TACİR KAVRAMI VE TACİR OLMANIN HÜKÜMLERİ

TACİR KAVRAMI VE TACİR OLMANIN HÜKÜMLERİ

TACİR KAVRAMI VE TACİR OLMANIN HÜKÜMLERİ


TACİR KAVRAMI VE TACİR OLMANIN HÜKÜMLERİ

Genel Olarak

Tacir veya tüccar kavramı, başkası tarafından üretilen malların ticaretini yapan kimseler olarak tanımlanmıştır. Modern sistemi kabul eden Türk Ticaret Kanunu'nda temel kavramın ticareti işletme olmasına karşın; ticareti meslek edinen gerçek kişiler, yani tacirler ticaret hukukunun önemli konularından birisi olmuştur. Kimlerin tacir sıfatına haiz olacağını belirleyebilmek, tacir sıfatına haiz olanlara uygulanacak olan ticaret hukuku hükümlerinin belirlenebilmesi açısından ehemmiyet arz etmektedir. Zira ticari hükümlerin bir kısmı yalnızca tacir olanlara uygulanabilecektir.

Türk Ticaret Kanunu'nda tacir, gerçek ve tüzel kişi tacir olarak iki grupta düzenlenmiş olup, ayrıca TTK'nın 17. maddesinde tacirlere ilişkin hükümlerin donatma iştirakine de aynen uygulanacağı belirtilmiş ve ayrıca TTK'nın 195. maddesinin 5'inci fıkrasında hakim teşebbüsünde de tacir sayılacağı hükme bağlanmıştır. 

I- GERÇEK KİŞİ TACİR

Gerçek kişi tacir, Türk Ticaret Kanunu'nun 12. maddesinde "Bir ticari işletmeyi, kısmen de olsa kendi adına işleten kişiye tacir denir" şeklinde tarif edilmiştir. Aynı maddenin ikinci fıkrasında kanun koyucu bazı hallerde ticari işletme fiilen işletilmeye başlanmış olmasa bile, ticaret siciline tescil ve ilanı, tacir sayılmak için yeterli olarak görmüştür. Bazı durumlarda ise gerçek kişiler tacir olmasa bile tacir gibi sorumlu olarak kabul edilmiştir. 

A. GERÇEK KİŞİ TACİR SIFATININ UNSURLARI

a) Ticari İşletmenin Bulunması

Gerçek kişilerin tacir sıfatlarının doğması için ilk şart, bir ticari işletmenin varlığıdır. Ticari işletmesi bulunmayan bir kişinin tacir sıfatını kazanması kural olarak söz konusu değildir.
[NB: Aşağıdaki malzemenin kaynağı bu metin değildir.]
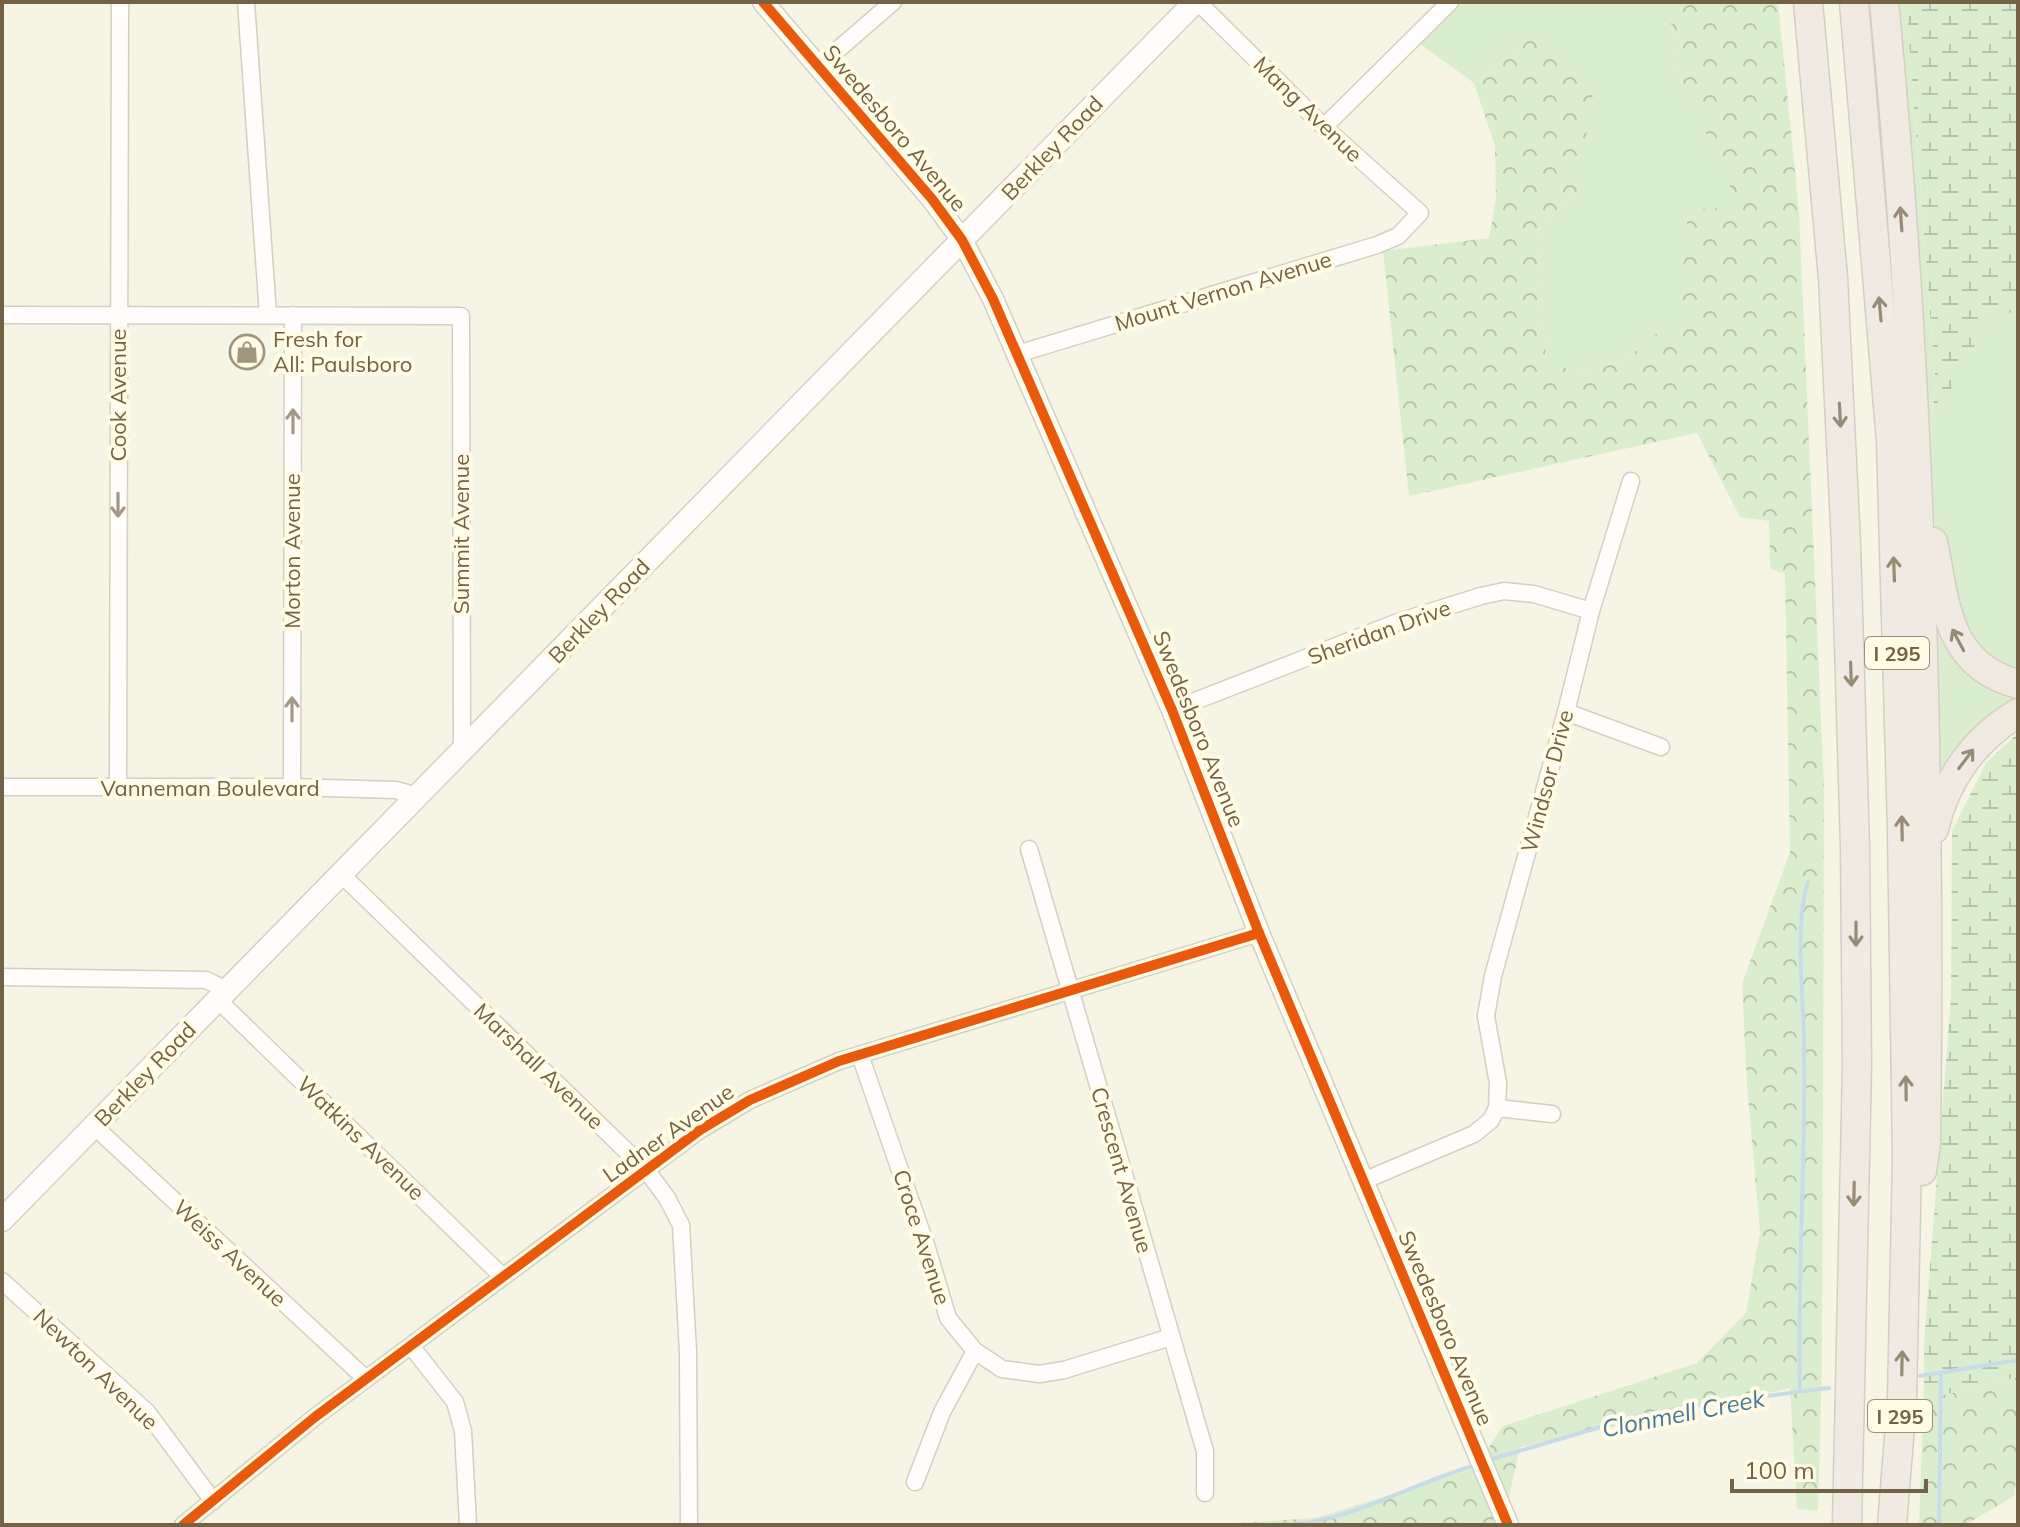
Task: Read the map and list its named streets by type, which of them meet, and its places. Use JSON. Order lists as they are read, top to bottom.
{
  "streets": {
    "highway": ["I 295"],
    "main road": ["Berkley Road"],
    "street": [
      "Mang Avenue",
      "Swedesboro Avenue",
      "Mount Vernon Avenue",
      "Cook Avenue",
      "Summit Avenue",
      "Morton Avenue",
      "Sheridan Drive",
      "Windsor Drive",
      "Vanneman Boulevard",
      "Marshall Avenue",
      "Ladner Avenue",
      "Watkins Avenue",
      "Crescent Avenue",
      "Croce Avenue",
      "Weiss Avenue",
      "Newton Avenue"
    ]
  },
  "crossings": [
    ["Mang Avenue", "Berkley Road"],
    ["Mang Avenue", "Mount Vernon Avenue"],
    ["Swedesboro Avenue", "Berkley Road"],
    ["Swedesboro Avenue", "Mount Vernon Avenue"],
    ["Swedesboro Avenue", "Sheridan Drive"],
    ["Swedesboro Avenue", "Ladner Avenue"],
    ["Berkley Road", "Summit Avenue"],
    ["Berkley Road", "Vanneman Boulevard"],
    ["Berkley Road", "Marshall Avenue"],
    ["Berkley Road", "Watkins Avenue"],
    ["Berkley Road", "Weiss Avenue"],
    ["Cook Avenue", "Vanneman Boulevard"],
    ["Summit Avenue", "Morton Avenue"],
    ["Morton Avenue", "Vanneman Boulevard"],
    ["Sheridan Drive", "Windsor Drive"],
    ["Marshall Avenue", "Ladner Avenue"],
    ["Ladner Avenue", "Watkins Avenue"],
    ["Ladner Avenue", "Crescent Avenue"],
    ["Ladner Avenue", "Croce Avenue"],
    ["Ladner Avenue", "Weiss Avenue"],
    ["Ladner Avenue", "Newton Avenue"],
    ["Crescent Avenue", "Croce Avenue"]
  ],
  "one_way": ["Cook Avenue", "Morton Avenue"],
  "water": ["Clonmell Creek"],
  "places": {
    "shop": ["Fresh for All: Paulsboro"]
  },
  "scale_bar": "100 m"
}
Kanun maddesinden de anlaşılacağı üzere kişilerin tacir olabilmesindeki ön koşul ticari işletmenin tescili veya kaydı olarak değil bir ticari işletmenin bulunması şeklinde belirtilmiştir.
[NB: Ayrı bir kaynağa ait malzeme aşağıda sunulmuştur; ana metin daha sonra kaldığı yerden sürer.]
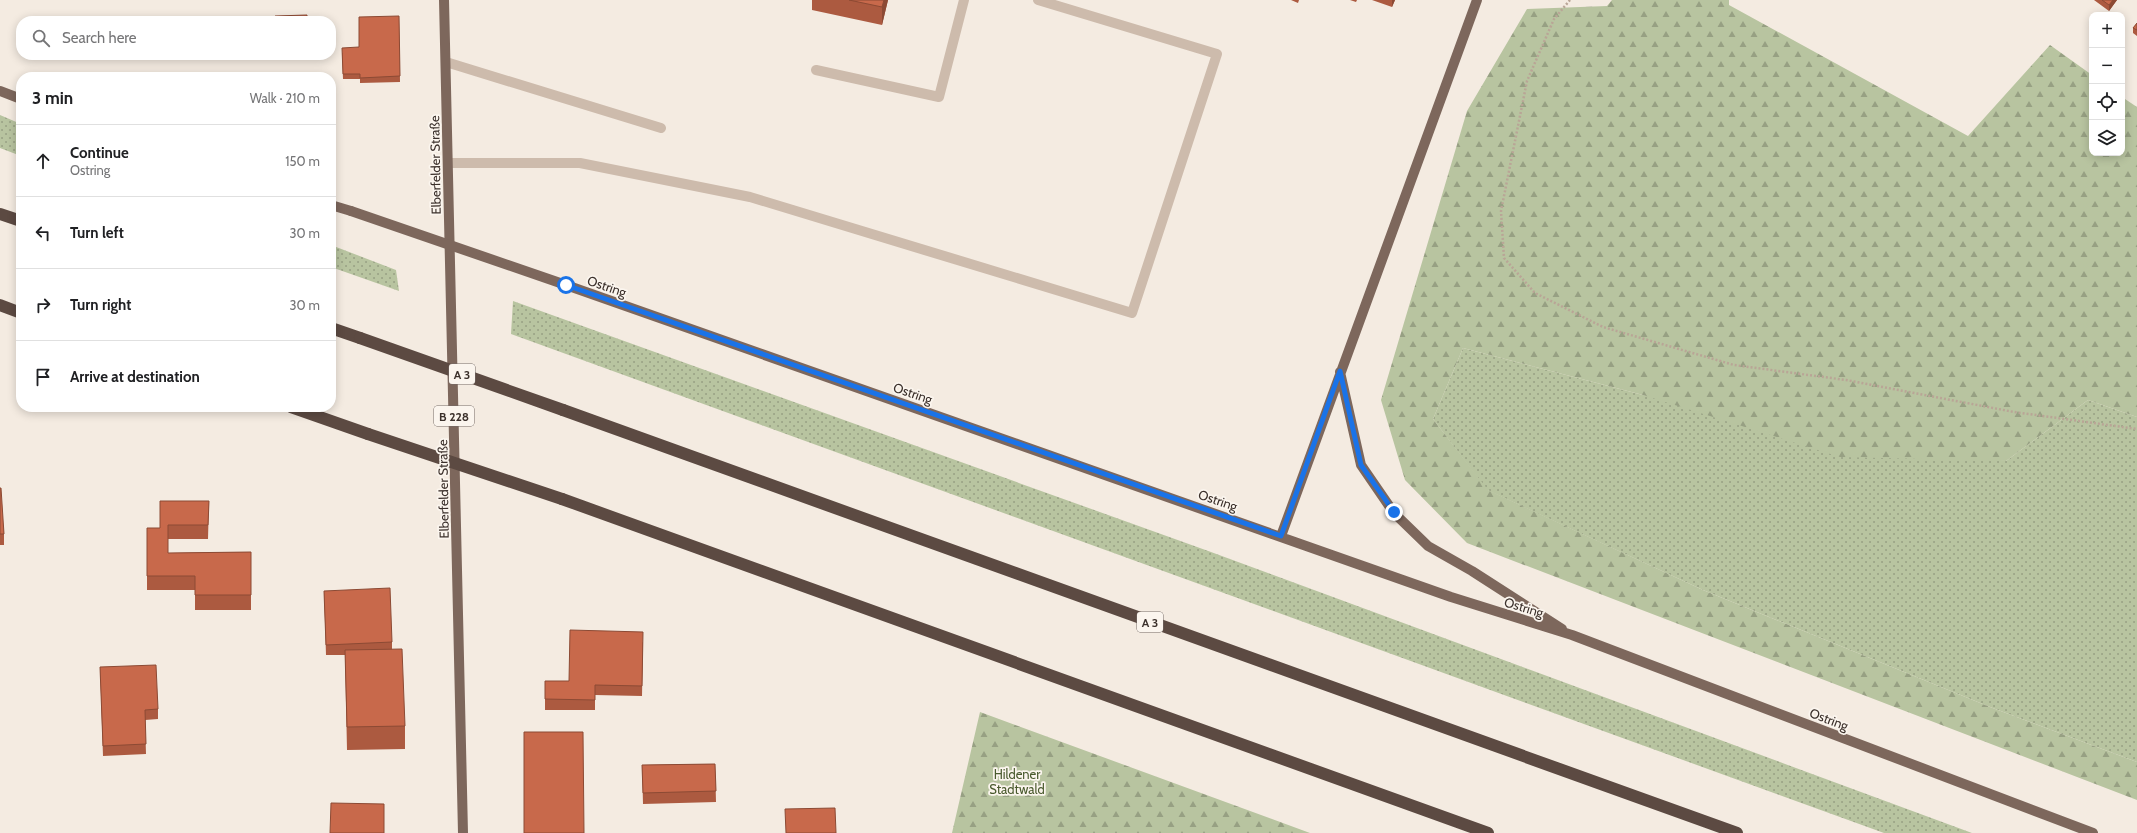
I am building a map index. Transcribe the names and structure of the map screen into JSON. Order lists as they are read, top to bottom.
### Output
{
  "streets": {
    "highway": ["A 3"],
    "main road": ["Elberfelder Straße", "Ostring", "B 228"]
  },
  "parks": ["Hildener Stadtwald"],
  "page": {
    "map_buttons": ["+", "−"],
    "search": "Search here",
    "heading": ["3 min", "Walk · 210 m"],
    "list": [
      ["Continue", "Ostring", "150 m"],
      ["Turn left", "30 m"],
      ["Turn right", "30 m"],
      "Arrive at destination"
    ]
  }
}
b) Ticari İşletmenin (Kısmen Dahi Olsa) Kendi Adına İşletilmesi

Yine kanun maddesindeki "kısmen de olsa kendi adına işleten" ifadesinden sarih bir biçimde anlaşılacağı üzere kişilerin tacir olarak sayılabilmesi için ticari işletmenin işletilmesi gerekmektedir. İşletme kavramından anlaşılması gereken; üçüncü şahıslarla işlemler yapılması demektir. Ticari işletmenin işletilmesi, tacirlerin ticari işletmenin faaliyetinin olumlu yahut olumsuz sonuçlarına doğrudan doğruya katlanılması anlamına gelmektedir. 

Yukarıda da bahsettiğimiz üzere gerçek kişilerin tacir olarak sayılabilmesi için, işletmeyi kısmen de olsa kendi adına işletmesi yeterli görülmüştür. Örneğin, ticari işletme işleten adi şirketin ortağı, ticari işletmeyi, kısmen kendi adına işlettiği için tacir sayılmalıdır. 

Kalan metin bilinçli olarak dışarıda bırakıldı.